- [Your assignment] Copy out each line of the material that includes the word "TAPICERSKA".

Start of Supplied records

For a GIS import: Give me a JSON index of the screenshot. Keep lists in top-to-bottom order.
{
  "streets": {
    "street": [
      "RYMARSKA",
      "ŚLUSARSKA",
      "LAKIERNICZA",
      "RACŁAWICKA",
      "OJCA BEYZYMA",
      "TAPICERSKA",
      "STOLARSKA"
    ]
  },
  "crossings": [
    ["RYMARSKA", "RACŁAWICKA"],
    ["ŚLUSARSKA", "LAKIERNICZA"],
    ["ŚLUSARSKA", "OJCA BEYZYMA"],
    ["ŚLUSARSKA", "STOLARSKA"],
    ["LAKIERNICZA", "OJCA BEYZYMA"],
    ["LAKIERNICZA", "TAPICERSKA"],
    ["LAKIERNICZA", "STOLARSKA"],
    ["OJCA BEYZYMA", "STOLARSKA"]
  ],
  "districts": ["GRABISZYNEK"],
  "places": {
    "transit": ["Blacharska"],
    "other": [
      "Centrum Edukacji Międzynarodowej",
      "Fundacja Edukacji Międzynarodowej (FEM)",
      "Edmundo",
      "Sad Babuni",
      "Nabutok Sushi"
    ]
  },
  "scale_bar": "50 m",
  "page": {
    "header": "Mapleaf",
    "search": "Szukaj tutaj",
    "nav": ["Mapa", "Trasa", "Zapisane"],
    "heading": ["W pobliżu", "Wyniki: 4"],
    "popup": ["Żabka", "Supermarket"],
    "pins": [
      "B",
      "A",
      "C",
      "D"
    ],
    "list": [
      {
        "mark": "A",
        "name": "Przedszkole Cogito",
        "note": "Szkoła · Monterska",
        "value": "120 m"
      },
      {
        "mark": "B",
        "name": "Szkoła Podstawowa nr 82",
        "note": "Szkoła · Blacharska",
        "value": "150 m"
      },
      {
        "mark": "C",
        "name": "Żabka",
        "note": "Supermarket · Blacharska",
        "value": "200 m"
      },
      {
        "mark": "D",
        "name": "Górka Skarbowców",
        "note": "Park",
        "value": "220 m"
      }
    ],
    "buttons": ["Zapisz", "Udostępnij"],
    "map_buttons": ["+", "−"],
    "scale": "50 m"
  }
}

End of Supplied records

- [Answer to the exercise]
      "TAPICERSKA",
    ["LAKIERNICZA", "TAPICERSKA"],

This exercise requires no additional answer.